- Exercise brief -
The required output is a number: how many lines of the data below include the string "center".

- Task material -
-- -- --

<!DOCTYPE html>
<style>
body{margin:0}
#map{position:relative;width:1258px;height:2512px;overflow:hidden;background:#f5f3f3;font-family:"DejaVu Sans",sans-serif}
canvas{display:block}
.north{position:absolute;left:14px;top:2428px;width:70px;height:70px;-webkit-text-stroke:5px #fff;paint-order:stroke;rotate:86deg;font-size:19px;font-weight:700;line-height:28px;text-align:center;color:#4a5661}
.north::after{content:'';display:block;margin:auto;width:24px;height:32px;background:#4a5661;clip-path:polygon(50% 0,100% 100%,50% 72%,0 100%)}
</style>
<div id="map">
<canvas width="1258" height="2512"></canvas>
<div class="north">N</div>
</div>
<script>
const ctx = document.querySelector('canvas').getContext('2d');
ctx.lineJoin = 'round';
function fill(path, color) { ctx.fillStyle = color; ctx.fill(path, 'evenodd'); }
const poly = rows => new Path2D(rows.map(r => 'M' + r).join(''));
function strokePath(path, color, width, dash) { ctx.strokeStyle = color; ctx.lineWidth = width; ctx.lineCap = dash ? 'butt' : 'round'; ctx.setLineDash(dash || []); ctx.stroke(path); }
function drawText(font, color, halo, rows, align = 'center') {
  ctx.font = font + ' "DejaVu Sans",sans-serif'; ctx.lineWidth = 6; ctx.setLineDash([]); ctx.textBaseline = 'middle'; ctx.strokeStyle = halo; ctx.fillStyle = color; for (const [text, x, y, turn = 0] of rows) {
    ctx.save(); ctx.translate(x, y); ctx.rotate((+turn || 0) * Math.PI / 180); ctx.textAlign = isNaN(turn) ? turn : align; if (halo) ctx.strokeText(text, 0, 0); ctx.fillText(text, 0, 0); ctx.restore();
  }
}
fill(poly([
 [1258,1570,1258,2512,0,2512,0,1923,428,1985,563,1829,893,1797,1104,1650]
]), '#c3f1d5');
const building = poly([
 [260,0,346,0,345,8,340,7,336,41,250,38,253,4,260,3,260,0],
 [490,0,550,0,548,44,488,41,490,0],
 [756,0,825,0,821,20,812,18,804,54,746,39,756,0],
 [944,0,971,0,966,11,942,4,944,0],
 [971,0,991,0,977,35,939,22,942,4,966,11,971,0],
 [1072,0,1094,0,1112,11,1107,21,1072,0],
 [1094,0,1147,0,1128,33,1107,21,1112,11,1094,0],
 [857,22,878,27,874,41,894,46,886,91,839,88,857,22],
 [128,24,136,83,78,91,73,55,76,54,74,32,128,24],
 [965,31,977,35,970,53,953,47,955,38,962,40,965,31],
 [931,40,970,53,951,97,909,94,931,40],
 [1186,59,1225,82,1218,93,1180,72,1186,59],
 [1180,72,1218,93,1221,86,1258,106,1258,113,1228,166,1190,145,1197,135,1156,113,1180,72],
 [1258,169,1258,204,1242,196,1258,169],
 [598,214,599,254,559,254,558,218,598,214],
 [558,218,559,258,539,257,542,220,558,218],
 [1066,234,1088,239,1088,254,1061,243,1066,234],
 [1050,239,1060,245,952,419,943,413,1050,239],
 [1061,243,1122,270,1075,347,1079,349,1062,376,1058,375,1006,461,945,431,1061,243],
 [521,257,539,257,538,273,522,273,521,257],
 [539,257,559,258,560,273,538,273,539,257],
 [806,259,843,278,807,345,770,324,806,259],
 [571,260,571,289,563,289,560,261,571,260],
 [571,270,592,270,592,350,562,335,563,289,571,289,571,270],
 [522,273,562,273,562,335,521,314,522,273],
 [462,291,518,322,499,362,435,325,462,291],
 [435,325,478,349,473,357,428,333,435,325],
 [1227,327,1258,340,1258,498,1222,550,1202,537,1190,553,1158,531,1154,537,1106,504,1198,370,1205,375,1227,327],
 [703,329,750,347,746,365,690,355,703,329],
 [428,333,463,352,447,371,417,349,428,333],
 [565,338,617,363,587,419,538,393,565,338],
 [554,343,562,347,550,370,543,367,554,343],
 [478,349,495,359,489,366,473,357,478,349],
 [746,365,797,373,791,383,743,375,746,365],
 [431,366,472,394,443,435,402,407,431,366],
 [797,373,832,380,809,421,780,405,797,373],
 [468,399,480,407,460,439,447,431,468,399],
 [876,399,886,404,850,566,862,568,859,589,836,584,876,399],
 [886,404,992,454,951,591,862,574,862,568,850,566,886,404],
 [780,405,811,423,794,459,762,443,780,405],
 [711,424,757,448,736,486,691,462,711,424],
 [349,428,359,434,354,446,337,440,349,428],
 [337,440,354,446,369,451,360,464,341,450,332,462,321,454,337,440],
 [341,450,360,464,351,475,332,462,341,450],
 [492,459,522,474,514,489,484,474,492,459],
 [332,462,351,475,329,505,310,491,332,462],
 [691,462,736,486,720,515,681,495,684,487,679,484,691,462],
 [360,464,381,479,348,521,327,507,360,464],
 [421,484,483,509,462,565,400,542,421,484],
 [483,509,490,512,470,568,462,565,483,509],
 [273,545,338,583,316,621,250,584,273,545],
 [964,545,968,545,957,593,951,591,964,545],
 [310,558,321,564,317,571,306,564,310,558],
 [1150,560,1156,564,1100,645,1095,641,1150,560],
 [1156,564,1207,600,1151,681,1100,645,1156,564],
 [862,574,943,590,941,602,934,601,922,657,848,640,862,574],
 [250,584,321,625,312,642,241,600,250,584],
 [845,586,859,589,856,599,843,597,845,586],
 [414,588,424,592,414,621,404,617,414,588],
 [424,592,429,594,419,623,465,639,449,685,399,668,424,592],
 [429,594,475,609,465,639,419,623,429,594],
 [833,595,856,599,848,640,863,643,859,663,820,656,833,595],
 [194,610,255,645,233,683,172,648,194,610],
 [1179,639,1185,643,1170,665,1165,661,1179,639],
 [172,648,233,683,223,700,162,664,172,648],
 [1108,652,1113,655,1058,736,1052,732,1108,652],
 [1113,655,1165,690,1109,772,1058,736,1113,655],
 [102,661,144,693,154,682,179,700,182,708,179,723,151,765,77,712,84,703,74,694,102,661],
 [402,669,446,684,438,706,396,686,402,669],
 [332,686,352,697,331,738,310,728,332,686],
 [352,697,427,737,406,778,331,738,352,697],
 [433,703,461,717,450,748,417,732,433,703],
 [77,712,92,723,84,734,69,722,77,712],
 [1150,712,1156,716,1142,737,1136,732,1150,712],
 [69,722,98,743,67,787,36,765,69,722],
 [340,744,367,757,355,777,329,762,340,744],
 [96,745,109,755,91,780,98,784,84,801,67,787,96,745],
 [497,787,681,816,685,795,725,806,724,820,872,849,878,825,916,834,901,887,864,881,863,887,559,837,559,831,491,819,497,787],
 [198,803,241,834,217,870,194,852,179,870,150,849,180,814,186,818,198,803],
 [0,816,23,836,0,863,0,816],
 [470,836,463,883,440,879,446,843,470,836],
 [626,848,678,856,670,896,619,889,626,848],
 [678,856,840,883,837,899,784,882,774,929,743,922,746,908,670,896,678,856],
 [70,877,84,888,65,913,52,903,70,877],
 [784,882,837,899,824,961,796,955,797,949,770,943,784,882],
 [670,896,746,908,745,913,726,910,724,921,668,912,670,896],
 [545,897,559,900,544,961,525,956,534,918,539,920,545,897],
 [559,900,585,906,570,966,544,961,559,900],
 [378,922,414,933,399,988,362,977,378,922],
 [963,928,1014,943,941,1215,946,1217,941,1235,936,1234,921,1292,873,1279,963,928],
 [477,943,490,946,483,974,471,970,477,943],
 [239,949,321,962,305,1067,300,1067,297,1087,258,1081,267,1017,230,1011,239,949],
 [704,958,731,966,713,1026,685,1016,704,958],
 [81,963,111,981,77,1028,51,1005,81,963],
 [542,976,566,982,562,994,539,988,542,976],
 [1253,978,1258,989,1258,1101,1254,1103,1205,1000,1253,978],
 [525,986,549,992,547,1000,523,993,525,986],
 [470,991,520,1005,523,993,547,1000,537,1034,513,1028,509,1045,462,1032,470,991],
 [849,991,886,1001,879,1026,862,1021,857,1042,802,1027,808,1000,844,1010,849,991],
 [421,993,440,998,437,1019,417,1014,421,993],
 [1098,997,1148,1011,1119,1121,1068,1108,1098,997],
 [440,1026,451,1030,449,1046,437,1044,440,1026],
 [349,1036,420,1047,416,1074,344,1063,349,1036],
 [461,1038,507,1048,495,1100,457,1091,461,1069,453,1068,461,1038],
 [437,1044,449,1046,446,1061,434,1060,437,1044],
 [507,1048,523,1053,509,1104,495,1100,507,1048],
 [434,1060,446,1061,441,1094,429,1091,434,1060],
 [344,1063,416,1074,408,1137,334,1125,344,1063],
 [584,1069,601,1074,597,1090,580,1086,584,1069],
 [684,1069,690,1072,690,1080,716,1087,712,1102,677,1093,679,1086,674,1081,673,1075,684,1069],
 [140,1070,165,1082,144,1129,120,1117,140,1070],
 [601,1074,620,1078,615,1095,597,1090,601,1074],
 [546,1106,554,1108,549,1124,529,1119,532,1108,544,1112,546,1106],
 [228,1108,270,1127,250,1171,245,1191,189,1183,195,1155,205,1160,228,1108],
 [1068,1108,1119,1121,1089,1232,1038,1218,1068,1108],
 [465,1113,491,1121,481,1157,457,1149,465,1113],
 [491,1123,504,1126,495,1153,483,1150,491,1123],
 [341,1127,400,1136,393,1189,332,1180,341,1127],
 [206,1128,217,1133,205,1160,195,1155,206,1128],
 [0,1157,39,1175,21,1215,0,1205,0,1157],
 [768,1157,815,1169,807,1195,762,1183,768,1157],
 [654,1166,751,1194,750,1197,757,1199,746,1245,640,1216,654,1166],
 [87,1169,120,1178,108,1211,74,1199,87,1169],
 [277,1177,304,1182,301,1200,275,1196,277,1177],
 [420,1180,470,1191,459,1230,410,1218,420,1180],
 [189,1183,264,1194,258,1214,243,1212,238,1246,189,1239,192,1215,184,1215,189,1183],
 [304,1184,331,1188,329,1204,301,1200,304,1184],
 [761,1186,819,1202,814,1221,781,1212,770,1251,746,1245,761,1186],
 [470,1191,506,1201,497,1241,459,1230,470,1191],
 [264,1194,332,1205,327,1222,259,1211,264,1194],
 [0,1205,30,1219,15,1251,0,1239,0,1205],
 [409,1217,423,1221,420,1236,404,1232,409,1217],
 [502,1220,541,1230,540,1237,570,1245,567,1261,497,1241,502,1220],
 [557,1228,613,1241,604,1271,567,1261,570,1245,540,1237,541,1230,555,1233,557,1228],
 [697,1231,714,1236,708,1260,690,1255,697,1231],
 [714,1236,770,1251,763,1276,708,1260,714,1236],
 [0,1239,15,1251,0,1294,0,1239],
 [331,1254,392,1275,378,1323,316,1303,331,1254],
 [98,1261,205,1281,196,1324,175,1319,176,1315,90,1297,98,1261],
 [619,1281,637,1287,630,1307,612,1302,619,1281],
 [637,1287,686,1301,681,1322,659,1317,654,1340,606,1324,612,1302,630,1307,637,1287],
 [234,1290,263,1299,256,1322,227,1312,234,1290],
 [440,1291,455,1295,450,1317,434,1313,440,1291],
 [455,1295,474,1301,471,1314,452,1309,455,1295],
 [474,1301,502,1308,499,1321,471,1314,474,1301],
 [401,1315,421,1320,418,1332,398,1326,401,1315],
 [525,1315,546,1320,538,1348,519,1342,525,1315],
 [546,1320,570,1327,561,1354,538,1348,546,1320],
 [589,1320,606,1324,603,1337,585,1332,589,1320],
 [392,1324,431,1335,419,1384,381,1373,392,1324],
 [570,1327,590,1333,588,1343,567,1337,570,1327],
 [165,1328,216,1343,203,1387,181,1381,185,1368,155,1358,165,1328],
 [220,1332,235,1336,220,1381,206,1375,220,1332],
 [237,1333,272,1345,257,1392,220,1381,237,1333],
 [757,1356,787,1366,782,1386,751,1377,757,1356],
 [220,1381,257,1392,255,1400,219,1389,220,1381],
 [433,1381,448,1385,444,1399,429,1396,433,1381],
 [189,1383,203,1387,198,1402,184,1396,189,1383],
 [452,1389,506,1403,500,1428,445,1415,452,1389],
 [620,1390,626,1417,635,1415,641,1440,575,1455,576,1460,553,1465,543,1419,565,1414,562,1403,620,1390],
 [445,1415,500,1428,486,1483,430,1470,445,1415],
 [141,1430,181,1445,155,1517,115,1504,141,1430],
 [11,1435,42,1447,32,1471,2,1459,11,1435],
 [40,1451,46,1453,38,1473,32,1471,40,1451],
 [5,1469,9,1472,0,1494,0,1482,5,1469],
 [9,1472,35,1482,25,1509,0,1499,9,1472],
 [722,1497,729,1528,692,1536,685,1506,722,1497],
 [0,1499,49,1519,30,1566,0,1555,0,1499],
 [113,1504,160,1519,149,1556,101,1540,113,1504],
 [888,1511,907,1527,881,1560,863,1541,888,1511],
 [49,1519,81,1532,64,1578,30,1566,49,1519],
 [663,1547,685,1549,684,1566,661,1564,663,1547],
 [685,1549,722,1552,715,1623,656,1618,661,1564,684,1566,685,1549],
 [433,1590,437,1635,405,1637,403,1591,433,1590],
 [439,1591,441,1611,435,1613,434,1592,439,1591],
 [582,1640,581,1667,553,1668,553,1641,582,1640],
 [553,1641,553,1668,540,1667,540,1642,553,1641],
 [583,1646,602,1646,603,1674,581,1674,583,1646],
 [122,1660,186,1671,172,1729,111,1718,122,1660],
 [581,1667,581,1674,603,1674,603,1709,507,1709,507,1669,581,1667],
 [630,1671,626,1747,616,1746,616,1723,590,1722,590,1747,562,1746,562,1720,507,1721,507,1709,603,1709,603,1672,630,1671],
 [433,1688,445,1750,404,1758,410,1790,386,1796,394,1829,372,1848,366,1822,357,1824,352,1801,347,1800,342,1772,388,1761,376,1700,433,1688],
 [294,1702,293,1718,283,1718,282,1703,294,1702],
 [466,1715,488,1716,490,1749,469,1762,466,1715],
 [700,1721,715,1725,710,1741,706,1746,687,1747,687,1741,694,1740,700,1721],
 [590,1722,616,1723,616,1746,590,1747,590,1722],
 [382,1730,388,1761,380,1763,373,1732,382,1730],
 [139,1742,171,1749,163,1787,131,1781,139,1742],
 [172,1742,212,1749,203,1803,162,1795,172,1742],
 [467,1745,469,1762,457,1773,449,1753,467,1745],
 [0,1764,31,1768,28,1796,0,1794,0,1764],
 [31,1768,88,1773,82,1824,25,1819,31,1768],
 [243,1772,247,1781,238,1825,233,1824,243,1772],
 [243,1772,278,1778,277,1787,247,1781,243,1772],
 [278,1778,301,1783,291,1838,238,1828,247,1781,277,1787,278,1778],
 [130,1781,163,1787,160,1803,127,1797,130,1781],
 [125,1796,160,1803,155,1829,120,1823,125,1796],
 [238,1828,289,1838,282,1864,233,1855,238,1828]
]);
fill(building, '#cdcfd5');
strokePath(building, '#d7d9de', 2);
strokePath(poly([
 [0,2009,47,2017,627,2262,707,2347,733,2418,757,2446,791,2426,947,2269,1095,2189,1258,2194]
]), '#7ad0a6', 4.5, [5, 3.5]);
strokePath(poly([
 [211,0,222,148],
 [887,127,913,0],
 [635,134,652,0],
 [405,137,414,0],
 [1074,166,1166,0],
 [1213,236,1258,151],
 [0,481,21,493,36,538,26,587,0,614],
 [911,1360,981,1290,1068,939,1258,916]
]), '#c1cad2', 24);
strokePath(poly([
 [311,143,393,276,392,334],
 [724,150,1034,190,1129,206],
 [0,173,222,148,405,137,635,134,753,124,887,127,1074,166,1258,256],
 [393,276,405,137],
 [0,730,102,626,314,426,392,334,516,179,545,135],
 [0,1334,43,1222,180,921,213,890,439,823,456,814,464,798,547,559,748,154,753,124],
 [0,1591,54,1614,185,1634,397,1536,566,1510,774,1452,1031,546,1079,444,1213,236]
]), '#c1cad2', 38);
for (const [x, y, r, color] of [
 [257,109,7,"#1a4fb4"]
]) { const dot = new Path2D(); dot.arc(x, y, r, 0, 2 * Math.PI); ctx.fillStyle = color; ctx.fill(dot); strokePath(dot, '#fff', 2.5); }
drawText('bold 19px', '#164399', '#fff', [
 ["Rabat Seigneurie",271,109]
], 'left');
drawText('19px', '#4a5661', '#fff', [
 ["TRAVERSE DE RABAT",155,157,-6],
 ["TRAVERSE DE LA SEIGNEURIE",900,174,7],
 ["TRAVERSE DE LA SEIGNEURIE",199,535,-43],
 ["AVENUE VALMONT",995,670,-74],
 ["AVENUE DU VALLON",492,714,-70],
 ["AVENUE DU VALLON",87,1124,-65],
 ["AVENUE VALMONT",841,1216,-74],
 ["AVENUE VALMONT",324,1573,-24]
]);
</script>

-- -- --

- Response -
2